The US was betrayed by the British who had important Soviet moles.
The US couldn't do anything well or secret in the 50's and 60's
but the power of the secret agencies still grew.
Here we follow the life of a fictional counter-intelligence
operative/ executive through the post war and the Cuban Bay of Pigs failure.
His life isn't an ideal one and he learns from his teachers and experience to
trust no one. The American Empire comes off as a trained by the British
organization?
Problematic attempt at a serious spy film 
2009-08-25 - Beautifully lit and shot (the movie looks like "The Godfather, Part II"), "The Good Shepherd" is nevertheless long, mostly dull, and muddled in its message. Is the film saying that Matt Damon's character honored his beliefs and ideals during his CIA career, compromised them, or a combination of both? It just wasn't clear how he felt about things, or even (equally unhelpful) how complicit he was in certain activities. And while I don't begrudge Angelina Jolie playing the occasional unglamorous role, her shrill wife character seemed a waste of her talents. "The Good Shepherd" gets a few points for looking good, a handful of tense scenes, and some good supporting performances (including one by director Robert De Niro), but overall it was a disappointment. The DVD looks and sounds great, and features a selection of deleted scenes (revealing an entire excised subplot about the Angelina Jolie character's brother) as its sole special feature.

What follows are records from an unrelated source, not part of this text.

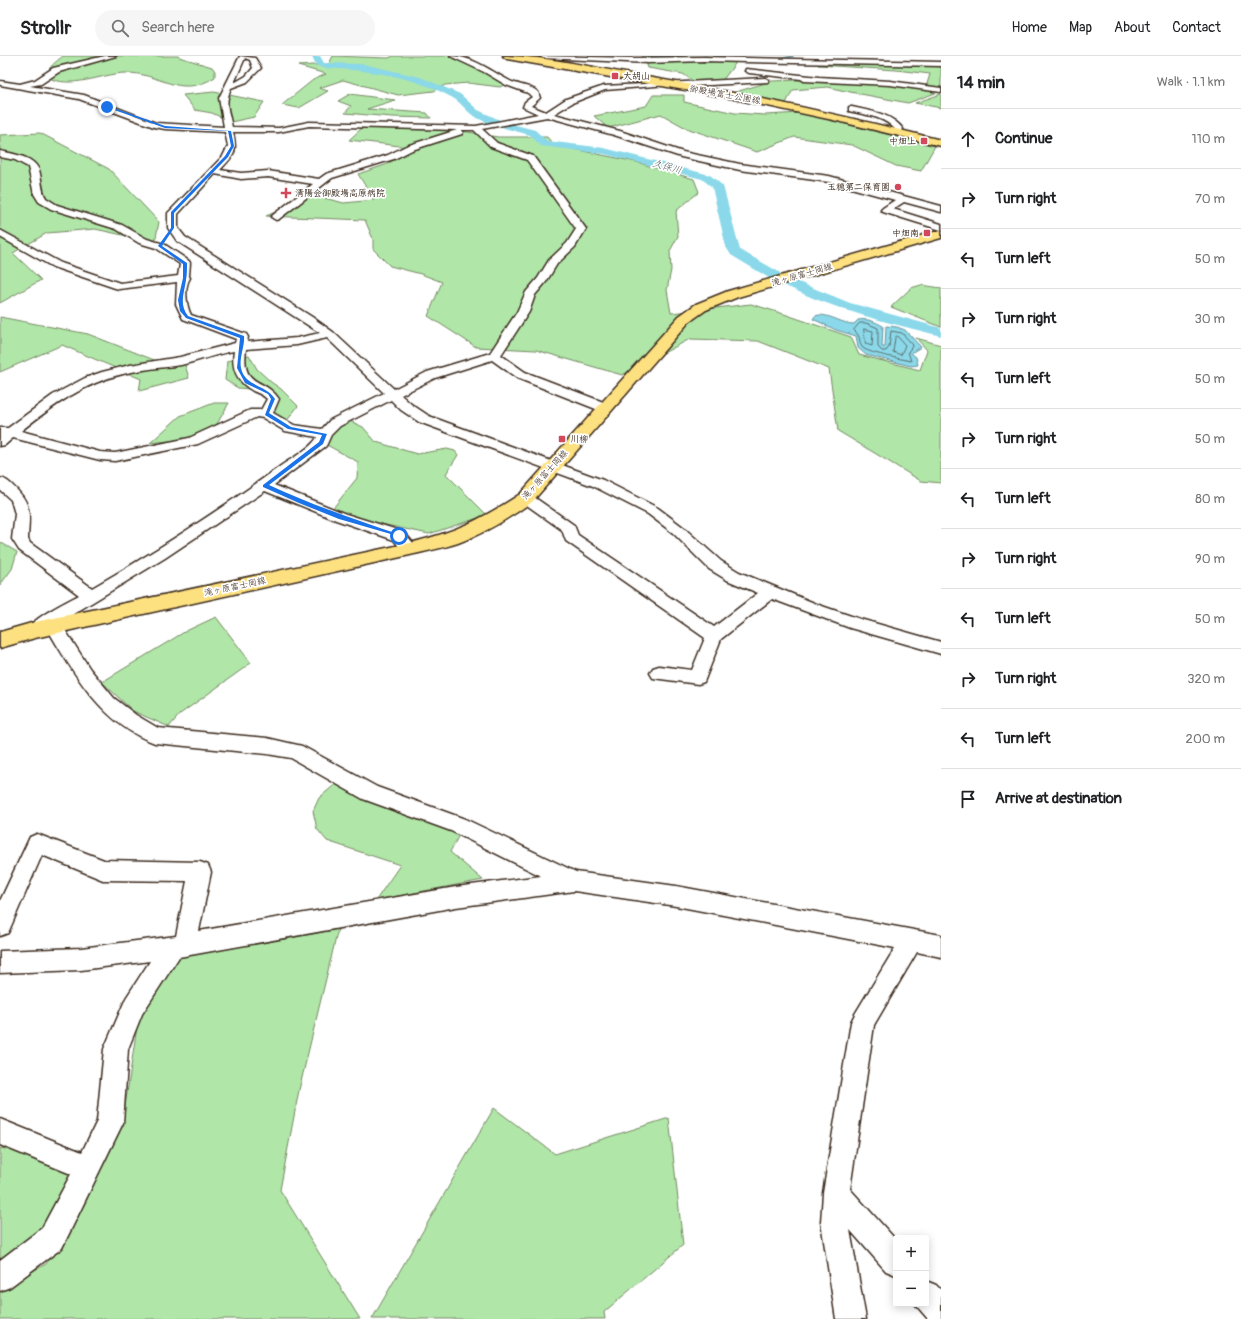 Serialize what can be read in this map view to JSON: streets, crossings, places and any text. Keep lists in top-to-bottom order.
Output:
{
  "streets": {
    "main road": ["御殿場富士公園線", "滝ヶ原富士岡線"]
  },
  "water": ["久保川"],
  "places": {
    "transit": [
      "大胡山",
      "中畑上",
      "中畑南",
      "川柳"
    ],
    "other": ["玉穂第二保育園"],
    "health": ["清陽会御殿場高原病院"]
  },
  "page": {
    "header": "Strollr",
    "search": "Search here",
    "nav": [
      "Home",
      "Map",
      "About",
      "Contact"
    ],
    "heading": ["14 min", "Walk · 1.1 km"],
    "list": [
      ["Continue", "110 m"],
      ["Turn right", "70 m"],
      ["Turn left", "50 m"],
      ["Turn right", "30 m"],
      ["Turn left", "50 m"],
      ["Turn right", "50 m"],
      ["Turn left", "80 m"],
      ["Turn right", "90 m"],
      ["Turn left", "50 m"],
      ["Turn right", "320 m"],
      ["Turn left", "200 m"],
      "Arrive at destination"
    ],
    "map_buttons": ["+", "−"]
  }
} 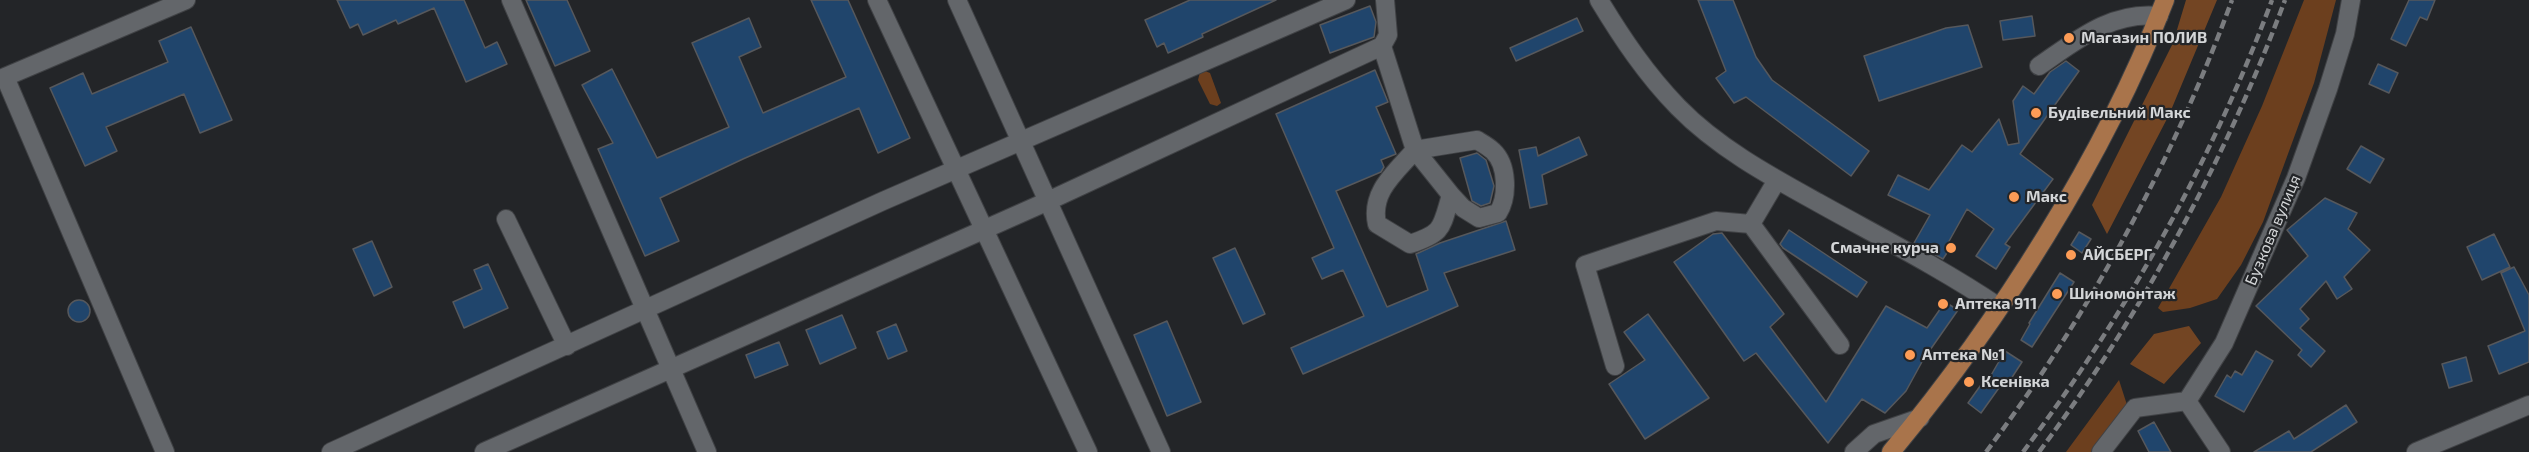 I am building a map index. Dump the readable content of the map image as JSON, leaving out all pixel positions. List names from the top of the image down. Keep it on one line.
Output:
{"streets":{"street":["Бузкова вулиця"]},"places":["Магазин ПОЛИВ","Будівельний Макс","Макс","Смачне курча","АЙСБЕРГ","Шиномонтаж","Аптека 911","Аптека №1","Ксенівка"]} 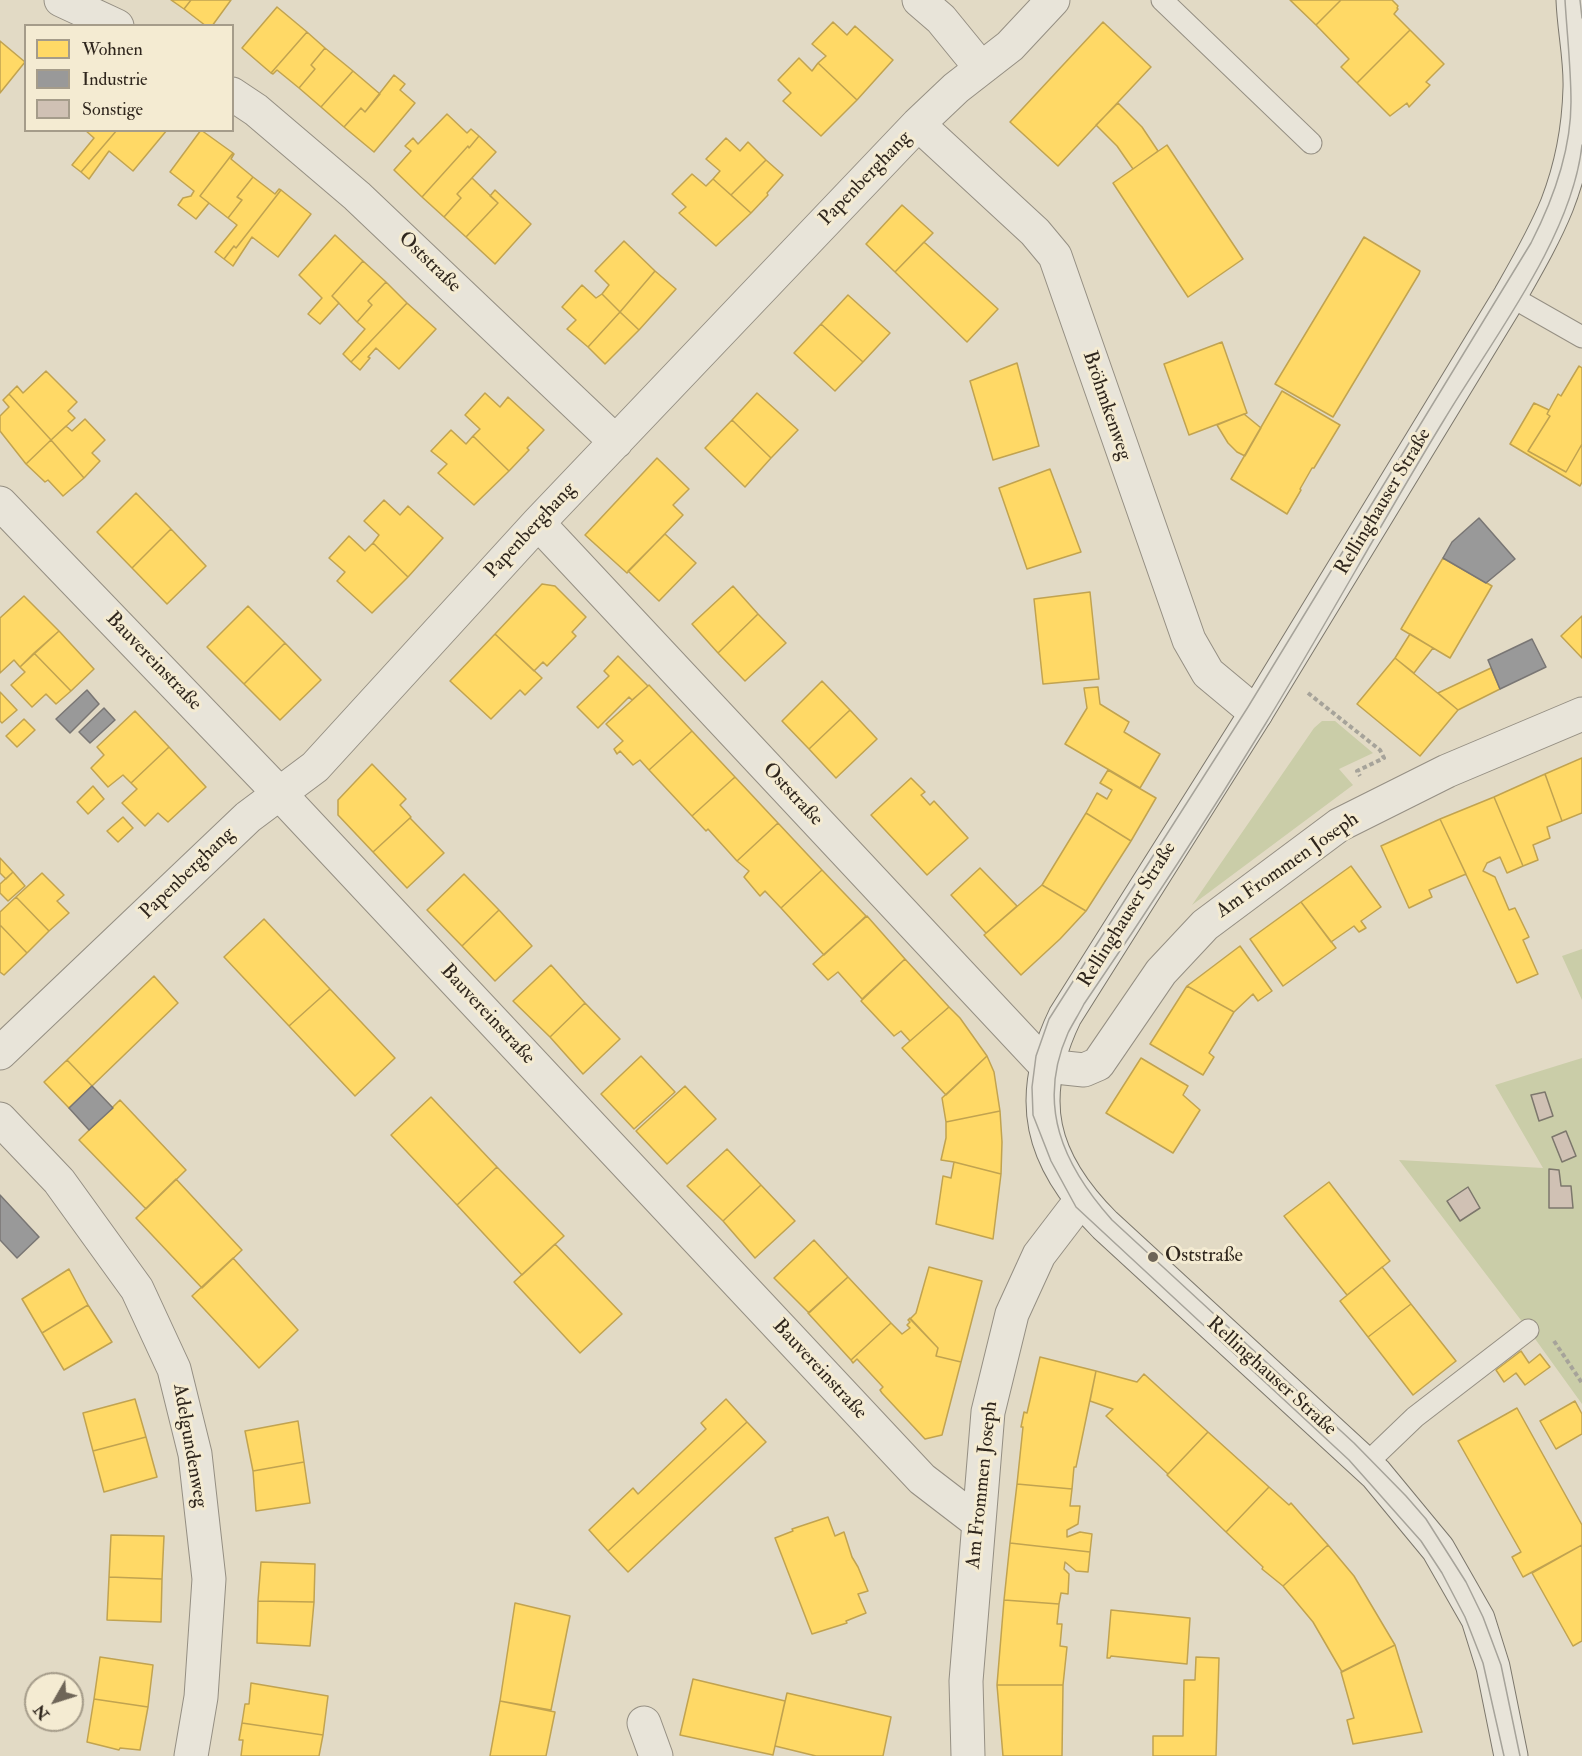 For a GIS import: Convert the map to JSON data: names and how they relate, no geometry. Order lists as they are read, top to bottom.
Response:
{
  "streets": {
    "street": [
      "Papenberghang",
      "Oststraße",
      "Bröhmkenweg",
      "Rellinghauser Straße",
      "Bauvereinstraße",
      "Am Frommen Joseph",
      "Adelgundenweg"
    ]
  },
  "crossings": [
    ["Papenberghang", "Oststraße"],
    ["Papenberghang", "Bröhmkenweg"],
    ["Papenberghang", "Bauvereinstraße"],
    ["Oststraße", "Rellinghauser Straße"],
    ["Oststraße", "Am Frommen Joseph"],
    ["Bröhmkenweg", "Rellinghauser Straße"],
    ["Rellinghauser Straße", "Am Frommen Joseph"],
    ["Bauvereinstraße", "Am Frommen Joseph"]
  ],
  "places": ["Oststraße"],
  "legend": ["Wohnen", "Industrie", "Sonstige"],
  "north": "bottom left"
}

Out of sedatives, watch The Good Shepherd. 
2009-04-03 - I respect Robert De Niro and Matt Damon, but have they conceived what ingredients should be incorporated into a movie to make it the least bit watchable? By min. 20 I thought I was at least 90 min. into the movie. The only words in my diction I care to employ to describe this movie are tedious, sleep-inducing, ineffective, irritating, and interminably long. Hopefully De Niro and Damon will make more approachable movies from now on.